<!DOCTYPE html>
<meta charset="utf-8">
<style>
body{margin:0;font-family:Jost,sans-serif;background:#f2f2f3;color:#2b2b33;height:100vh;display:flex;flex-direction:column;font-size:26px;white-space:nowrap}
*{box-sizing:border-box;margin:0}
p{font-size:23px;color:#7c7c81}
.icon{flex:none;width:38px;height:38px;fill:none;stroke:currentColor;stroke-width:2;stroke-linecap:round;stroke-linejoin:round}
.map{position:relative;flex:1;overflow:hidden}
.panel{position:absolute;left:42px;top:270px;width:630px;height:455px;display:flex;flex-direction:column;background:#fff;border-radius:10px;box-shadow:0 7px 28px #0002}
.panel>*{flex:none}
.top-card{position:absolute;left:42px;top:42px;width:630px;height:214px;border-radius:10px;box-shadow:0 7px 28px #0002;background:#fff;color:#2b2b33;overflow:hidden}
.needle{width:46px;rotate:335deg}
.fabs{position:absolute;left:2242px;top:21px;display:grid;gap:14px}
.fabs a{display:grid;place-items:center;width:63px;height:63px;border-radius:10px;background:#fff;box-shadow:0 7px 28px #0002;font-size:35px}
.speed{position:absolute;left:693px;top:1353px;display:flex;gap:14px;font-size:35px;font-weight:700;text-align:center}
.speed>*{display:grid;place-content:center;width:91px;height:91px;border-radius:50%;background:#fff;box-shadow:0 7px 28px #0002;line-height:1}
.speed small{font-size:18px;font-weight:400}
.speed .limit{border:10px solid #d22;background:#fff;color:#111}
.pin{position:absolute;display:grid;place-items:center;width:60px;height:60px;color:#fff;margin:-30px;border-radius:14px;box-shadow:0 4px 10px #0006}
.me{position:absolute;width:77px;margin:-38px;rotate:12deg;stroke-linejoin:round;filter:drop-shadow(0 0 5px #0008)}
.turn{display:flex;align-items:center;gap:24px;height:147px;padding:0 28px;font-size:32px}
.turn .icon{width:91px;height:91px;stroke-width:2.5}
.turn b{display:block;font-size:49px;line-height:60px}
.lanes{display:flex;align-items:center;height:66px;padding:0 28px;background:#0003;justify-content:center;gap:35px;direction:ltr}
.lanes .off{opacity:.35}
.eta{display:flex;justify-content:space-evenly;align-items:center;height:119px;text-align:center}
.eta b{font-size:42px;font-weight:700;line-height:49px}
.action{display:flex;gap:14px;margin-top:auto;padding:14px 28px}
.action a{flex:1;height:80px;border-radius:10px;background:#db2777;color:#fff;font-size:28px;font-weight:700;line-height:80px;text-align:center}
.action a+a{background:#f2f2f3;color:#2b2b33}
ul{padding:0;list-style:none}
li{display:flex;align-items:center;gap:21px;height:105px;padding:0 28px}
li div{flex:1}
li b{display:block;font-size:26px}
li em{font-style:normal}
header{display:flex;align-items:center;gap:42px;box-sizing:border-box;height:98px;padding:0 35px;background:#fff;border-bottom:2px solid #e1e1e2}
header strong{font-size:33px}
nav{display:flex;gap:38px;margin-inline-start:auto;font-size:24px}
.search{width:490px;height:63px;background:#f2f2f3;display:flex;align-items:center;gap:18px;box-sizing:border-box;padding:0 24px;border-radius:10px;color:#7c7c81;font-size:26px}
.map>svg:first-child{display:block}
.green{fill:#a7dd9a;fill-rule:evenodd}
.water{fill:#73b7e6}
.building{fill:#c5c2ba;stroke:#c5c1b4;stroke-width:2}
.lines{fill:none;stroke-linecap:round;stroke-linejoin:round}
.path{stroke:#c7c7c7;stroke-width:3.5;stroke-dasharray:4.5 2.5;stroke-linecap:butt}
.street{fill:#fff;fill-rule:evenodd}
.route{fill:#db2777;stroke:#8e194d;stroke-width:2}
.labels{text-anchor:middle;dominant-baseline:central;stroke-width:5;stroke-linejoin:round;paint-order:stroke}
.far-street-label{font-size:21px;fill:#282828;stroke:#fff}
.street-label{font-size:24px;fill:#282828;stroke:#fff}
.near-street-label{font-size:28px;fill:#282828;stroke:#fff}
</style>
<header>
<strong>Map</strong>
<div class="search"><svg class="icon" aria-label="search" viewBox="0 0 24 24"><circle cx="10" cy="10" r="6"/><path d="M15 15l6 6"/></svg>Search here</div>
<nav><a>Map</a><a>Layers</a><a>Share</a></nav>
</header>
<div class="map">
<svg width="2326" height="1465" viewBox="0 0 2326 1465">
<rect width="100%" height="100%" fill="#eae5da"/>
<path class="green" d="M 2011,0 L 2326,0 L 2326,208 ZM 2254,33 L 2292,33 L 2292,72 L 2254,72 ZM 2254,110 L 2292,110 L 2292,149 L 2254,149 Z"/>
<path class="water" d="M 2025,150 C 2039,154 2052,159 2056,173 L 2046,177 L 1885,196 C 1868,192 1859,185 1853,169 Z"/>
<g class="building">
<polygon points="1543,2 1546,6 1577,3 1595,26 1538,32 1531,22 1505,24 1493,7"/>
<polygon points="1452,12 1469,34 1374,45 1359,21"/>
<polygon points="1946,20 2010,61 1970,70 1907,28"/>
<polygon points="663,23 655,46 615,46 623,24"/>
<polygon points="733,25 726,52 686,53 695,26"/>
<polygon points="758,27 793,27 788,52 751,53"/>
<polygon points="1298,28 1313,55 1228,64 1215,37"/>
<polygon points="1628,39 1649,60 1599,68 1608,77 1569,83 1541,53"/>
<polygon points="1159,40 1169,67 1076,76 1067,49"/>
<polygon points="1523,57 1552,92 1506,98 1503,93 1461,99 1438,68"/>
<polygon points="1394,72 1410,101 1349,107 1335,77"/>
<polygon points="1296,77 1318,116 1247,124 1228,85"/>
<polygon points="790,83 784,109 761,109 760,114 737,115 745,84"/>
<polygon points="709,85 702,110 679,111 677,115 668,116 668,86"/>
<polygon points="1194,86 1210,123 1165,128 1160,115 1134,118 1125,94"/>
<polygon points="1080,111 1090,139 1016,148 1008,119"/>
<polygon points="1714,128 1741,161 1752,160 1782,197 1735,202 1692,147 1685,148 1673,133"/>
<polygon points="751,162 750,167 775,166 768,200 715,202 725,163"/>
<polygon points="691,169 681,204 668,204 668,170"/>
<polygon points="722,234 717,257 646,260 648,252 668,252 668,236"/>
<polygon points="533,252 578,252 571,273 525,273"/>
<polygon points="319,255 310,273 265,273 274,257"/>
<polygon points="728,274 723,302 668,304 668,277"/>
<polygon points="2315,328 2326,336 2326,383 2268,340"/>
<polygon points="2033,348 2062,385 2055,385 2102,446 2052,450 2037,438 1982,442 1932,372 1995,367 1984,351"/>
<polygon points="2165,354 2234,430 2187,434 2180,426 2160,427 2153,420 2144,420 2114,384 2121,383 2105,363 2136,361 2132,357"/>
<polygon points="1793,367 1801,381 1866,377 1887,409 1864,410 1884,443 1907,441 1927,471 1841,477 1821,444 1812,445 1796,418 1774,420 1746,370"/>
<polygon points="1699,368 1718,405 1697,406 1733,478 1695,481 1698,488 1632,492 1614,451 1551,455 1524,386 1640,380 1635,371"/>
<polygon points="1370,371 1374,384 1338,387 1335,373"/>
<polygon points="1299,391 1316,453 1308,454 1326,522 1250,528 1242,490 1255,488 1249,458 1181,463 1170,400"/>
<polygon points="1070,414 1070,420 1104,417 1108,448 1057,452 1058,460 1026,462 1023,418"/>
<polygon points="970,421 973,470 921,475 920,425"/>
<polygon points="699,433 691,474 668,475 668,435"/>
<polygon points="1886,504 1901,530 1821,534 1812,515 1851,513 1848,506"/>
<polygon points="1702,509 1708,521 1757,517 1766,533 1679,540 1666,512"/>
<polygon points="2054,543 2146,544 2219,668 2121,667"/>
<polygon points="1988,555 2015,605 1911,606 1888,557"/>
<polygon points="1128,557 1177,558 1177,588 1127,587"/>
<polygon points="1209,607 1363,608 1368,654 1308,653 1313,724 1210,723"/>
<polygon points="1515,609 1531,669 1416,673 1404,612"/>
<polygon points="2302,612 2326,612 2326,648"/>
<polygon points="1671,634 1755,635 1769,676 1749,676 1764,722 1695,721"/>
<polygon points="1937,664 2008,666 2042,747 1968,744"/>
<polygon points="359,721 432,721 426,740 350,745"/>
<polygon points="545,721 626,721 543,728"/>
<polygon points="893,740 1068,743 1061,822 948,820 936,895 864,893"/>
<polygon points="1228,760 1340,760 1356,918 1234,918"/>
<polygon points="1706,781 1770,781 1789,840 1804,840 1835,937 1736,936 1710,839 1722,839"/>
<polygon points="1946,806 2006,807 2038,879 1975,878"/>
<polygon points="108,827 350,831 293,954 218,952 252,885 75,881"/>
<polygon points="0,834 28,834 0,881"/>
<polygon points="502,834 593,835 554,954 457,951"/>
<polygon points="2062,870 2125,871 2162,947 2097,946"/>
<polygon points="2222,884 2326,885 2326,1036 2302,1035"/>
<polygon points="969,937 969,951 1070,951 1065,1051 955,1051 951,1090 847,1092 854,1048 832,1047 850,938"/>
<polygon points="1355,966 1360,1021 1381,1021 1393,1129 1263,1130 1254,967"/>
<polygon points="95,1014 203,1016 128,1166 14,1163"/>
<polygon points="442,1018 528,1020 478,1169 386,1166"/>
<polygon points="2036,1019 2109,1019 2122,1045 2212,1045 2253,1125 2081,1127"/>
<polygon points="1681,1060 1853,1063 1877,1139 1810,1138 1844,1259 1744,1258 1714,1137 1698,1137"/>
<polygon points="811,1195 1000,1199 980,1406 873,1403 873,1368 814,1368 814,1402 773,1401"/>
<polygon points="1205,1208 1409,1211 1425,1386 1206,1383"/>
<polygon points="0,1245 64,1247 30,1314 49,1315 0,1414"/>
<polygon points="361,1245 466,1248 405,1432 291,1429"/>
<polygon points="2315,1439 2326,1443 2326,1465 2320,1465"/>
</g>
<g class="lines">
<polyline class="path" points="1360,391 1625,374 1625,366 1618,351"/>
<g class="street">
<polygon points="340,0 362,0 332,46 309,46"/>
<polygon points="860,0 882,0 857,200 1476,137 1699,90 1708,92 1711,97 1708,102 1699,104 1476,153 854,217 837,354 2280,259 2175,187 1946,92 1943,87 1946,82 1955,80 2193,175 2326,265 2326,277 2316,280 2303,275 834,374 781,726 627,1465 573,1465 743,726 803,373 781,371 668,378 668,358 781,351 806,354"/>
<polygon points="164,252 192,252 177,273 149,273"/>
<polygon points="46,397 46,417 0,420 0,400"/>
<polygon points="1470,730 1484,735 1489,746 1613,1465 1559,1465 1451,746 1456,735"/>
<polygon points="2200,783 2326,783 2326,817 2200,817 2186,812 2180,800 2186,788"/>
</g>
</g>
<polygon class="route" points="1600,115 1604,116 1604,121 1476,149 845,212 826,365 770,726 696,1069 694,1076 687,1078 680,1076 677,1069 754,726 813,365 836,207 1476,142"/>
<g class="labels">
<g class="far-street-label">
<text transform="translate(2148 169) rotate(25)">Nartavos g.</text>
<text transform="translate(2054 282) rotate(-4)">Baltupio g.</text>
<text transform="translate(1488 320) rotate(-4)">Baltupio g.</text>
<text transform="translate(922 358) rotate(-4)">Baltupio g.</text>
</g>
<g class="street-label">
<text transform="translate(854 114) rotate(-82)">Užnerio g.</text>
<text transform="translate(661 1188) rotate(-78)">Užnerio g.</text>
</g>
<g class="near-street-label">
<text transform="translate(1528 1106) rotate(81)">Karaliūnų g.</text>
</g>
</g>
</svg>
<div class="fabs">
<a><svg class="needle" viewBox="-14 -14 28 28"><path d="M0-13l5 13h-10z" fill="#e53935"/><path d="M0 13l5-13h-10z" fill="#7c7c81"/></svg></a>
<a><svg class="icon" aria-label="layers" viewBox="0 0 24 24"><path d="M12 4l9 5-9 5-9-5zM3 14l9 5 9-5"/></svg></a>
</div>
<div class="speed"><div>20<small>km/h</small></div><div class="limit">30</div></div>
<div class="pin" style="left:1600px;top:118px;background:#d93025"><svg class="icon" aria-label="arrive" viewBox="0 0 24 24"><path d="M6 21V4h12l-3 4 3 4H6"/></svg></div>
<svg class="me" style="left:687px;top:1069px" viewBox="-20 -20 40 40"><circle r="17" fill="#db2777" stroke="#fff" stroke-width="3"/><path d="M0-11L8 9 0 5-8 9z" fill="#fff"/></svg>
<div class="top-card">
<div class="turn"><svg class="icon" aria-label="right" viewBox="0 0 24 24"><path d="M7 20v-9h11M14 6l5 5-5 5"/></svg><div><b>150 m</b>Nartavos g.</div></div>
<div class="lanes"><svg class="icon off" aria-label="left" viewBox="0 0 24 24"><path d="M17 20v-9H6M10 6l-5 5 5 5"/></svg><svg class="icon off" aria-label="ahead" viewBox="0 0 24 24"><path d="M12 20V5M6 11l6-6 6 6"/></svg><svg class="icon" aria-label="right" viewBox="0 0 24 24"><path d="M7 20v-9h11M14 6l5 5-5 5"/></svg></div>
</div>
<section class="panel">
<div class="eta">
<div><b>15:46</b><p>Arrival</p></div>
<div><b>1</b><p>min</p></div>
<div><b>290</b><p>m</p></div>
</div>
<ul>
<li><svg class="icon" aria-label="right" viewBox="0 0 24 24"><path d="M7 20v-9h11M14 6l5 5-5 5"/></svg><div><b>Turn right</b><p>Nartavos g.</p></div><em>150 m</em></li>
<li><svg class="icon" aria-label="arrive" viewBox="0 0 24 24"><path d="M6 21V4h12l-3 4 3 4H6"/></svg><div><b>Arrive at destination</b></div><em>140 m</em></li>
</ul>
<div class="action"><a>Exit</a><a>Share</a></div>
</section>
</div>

* [What to work on] Looking at the material above, state the number of lines holding the word "speed", and only that number.

* [Solved problem] 5